Understanding the Barotseland issue
By Sishuwa Sishuwa
“There is no country called Barotseland”, declared the President of #Zambia recently in response to the latest calls for secession from Lozi separatists in the western part of the country. The comment by Hichilema sparked public debate about the sources, nature, and manifestations of the Barotseland challenge. Much of this debate is however devoid of reliable and trusted information that locates the topic in a proper historical context.
To overcome this limitation, the Journal of Southern African Studies have temporarily made free-to-access the informative article on this link below.
The article, written by British historian Jack Hogan, traces the course and persistence of Lozi secessionism from 1890 to 2013 and serves as evidence of the quality research that is published in the Journal of Southern African Studies.
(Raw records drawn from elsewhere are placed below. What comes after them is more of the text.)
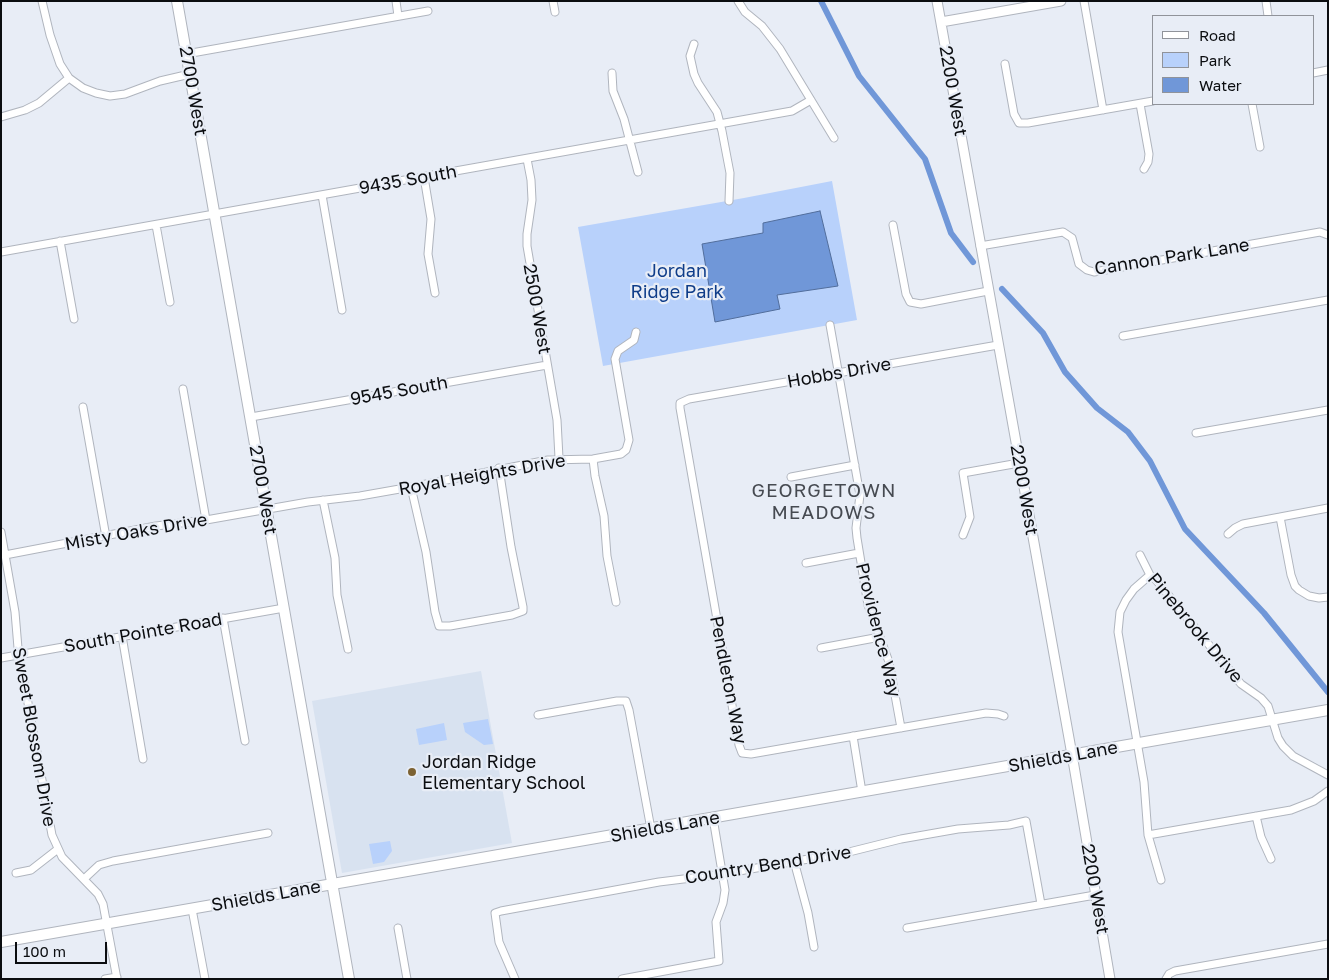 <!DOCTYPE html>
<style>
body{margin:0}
#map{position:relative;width:1329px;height:980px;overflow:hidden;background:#e8edf6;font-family:"Golos Text",sans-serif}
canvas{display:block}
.frame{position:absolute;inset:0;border:2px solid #0b0d10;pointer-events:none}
.legend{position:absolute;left:1152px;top:15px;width:162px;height:90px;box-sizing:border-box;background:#e8edf6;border:1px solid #90939a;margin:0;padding:6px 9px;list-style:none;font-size:15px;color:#0b0d10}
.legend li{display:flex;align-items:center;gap:10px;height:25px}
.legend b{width:25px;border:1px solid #90939a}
.scale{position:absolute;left:15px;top:942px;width:92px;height:22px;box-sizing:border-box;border:2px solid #0b0d10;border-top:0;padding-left:6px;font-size:15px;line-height:18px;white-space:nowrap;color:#0b0d10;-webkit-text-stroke:4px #e8edf6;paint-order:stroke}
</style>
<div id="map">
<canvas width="1329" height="980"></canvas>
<div class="frame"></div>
<ul class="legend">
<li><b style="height:6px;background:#fff"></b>Road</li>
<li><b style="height:14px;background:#b8d1fb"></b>Park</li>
<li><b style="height:14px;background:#7097d8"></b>Water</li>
</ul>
<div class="scale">100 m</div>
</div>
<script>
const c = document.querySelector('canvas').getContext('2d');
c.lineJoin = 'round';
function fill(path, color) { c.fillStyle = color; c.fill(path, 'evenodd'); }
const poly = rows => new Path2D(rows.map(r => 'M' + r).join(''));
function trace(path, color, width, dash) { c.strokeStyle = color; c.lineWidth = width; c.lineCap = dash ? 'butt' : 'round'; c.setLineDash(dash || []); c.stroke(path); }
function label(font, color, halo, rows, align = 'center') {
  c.font = font + ' "Golos Text",sans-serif'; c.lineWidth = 4.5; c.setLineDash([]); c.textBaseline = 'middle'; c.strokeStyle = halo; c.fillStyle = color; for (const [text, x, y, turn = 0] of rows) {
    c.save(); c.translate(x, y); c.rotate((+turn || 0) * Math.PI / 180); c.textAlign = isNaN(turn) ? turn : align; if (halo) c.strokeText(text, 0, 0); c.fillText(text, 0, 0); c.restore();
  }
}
fill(poly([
 [481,671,512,843,342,873,312,701]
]), '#d8e2f0');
fill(poly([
 [832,181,857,320,603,366,578,227,744,198],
 [488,719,493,744,484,745,465,732,463,723],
 [444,723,447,740,419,745,416,729],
 [390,841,392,851,384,862,373,864,369,844]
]), '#b8d1fb');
const water = poly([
 [820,211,838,286,777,295,780,309,715,322,702,244,763,233,763,223,820,211]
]);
fill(water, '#7097d8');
trace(water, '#526e9c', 1);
trace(poly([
 [821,1,859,76,925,159,951,233,973,262],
 [1002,289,1043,333,1065,372,1097,408,1128,432,1150,461,1185,529,1264,613,1328,692]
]), '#7097d8', 6);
const minor = poly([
 [42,1,50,35,60,64,69,78,83,88,96,93,110,96,125,94,160,81,190,74],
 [396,1,398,16],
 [553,1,555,12],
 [738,1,745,12,762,26,780,49,834,138],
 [1084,1,1103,110],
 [1266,1,1268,16],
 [694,44,690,56,694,74,698,83,717,112,722,131,730,173,729,201],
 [186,54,428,11],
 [1005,64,1014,114,1019,123,1028,123,1153,101],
 [612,73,613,91,624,119,638,172],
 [1313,73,1328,70],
 [1140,104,1149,154,1148,162,1144,169],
 [1252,104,1260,147],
 [1,117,25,110,39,103,69,78],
 [527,159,531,180,532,200,527,234,527,246,557,420,559,458],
 [424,177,431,219,428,254,435,293],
 [322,195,342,310],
 [156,225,170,302],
 [893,225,906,294,910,302,921,304,988,291],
 [60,241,74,319],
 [980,246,1063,232,1072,238,1079,264,1087,270,1094,272,1320,232,1328,235],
 [1,252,792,111,811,100],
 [830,325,860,495,856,528,857,538,868,605,889,662,901,728],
 [1123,336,1328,300],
 [998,345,689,399,680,403,680,408,739,745,742,753,751,754,986,713,998,714,1004,716],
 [183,389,206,520],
 [83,407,106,537],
 [251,417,547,365],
 [1196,433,1328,410],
 [593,459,595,476,604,516,607,556,616,602],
 [791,477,855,465],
 [411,487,426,552,435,612,439,626,450,626,512,615,523,611,523,607,511,547,499,468],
 [323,500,335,558,337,595,348,649],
 [1280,517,1291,575,1295,586,1299,590,1309,596,1319,598,1328,597],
 [1,532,15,612,18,648,52,835,62,857,98,894,103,904,117,979],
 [1228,534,1235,528,1243,524,1328,508],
 [963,535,970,517,963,473,1019,463],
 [5,555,156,526,206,520,308,502,360,496,411,487,548,460,593,459,621,454,626,450,629,440,615,359,618,351,634,340,636,332],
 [1140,555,1150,575,1156,580,1241,684,1261,698,1268,706,1278,738,1283,746,1293,756,1328,775],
 [806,563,859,553],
 [1150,575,1134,589,1126,600,1120,612,1118,632,1144,782,1148,835,1161,880],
 [223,618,245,741],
 [122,636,143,759],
 [821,648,880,637],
 [1,658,284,608],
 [538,715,617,701,626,701,629,710,651,829],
 [853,736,862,792],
 [1256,816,1261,837,1271,859],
 [1148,835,1291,810,1314,801,1328,791],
 [794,861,808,913,814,947],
 [16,873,31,870,58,849],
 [84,879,99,865,113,861,268,833],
 [192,909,205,979],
 [398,928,407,979],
 [907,928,1095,895],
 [105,979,117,977],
 [515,979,499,942,495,913,501,911,659,882,716,875,849,852,901,839,958,829,1009,825,1026,821,1041,904],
 [622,979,719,961,716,922,723,903,725,890,713,818],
 [1166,979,1169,974,1175,971,1328,944]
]);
const tertiary = poly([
 [937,1,1074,766,1110,979],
 [941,22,1061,1]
]);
const secondary = poly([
 [177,1,349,979],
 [1,942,1328,710]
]);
trace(minor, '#b0b5be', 9);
trace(tertiary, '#b0b5be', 11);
trace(secondary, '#b0b5be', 12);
trace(minor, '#fff', 7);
trace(tertiary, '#fff', 9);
trace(secondary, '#fff', 10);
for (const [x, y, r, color] of [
 [412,772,5,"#7c6233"]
]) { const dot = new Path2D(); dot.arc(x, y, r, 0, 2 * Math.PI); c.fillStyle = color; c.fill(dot); trace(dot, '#e8edf6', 2); }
label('18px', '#0b0d10', '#e8edf6', [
 ["2700 West",193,91,80],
 ["2200 West",953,91,80],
 ["9435 South",408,180,-10],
 ["Cannon Park Lane",1172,257,-9],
 ["2500 West",537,309,80],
 ["Hobbs Drive",839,373,-10],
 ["9545 South",399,391,-10],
 ["Royal Heights Drive",482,475,-10],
 ["2700 West",263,490,80],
 ["2200 West",1024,490,80],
 ["Misty Oaks Drive",136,532,-10],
 ["Pinebrook Drive",1195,628,50],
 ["Providence Way",878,630,76],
 ["South Pointe Road",143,633,-10],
 ["Pendleton Way",728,680,79],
 ["Sweet Blossom Drive",34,737,80],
 ["Shields Lane",1063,757,-10],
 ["Shields Lane",665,827,-10],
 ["Country Bend Drive",768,865,-9],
 ["2200 West",1095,889,80],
 ["Shields Lane",266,896,-10]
]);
label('18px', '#0f3d89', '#e8edf6', [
 ["Jordan",677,271],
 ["Ridge Park",677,292]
]);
label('18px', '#0b0d10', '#e8edf6', [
 ["Jordan Ridge",422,762],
 ["Elementary School",422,783]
], 'left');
c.letterSpacing = '1px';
label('19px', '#464a51', '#e8edf6', [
 ["GEORGETOWN",824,491],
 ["MEADOWS",824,513]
]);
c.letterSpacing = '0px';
</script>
Of potential additional interest to the reader may be the text of the Barotseland Agreement – available on the link below – which defined the position of Barotseland within an independent Zambia and set out the basic pattern of the relationship between the ill-defined Lozi kingdom and the central authorities in Lusaka.
The Agreement was signed on 19 May 1964 – about five months before Zambia gained independence from Britain on 24 October that year – by Kenneth Kaunda (Prime Minister of Northern Rhodesia), Mwanawina Lewanika III, (the Litunga or King of Barotseland), and Duncan Sandys (British Secretary of State for Commonwealth Relations and for the Colonies).
Taken together, the research article and the Agreement should help guide the public discussion on this subject by those interested in understanding its evolution over time. I also devote significant attention to this recurring theme of Zambian political history in my book, Party Politics and Populism in Zambia.
Earlier, 46 years before Hogan published his article in 2014, a Canadian historian Gerald Caplan wrote another informative article titled ‘Barotseland: the secessionist challenge to Zambia’, available on the link below. Like Hogan’s, Caplan’s article, published in the Journal of Modern African Studies explains the historical background of the Barotseland challenge, the motives of the Lozi ruling class in demanding secession, and the methods which successive colonial and independent governments have employed in response to this persistent challenge.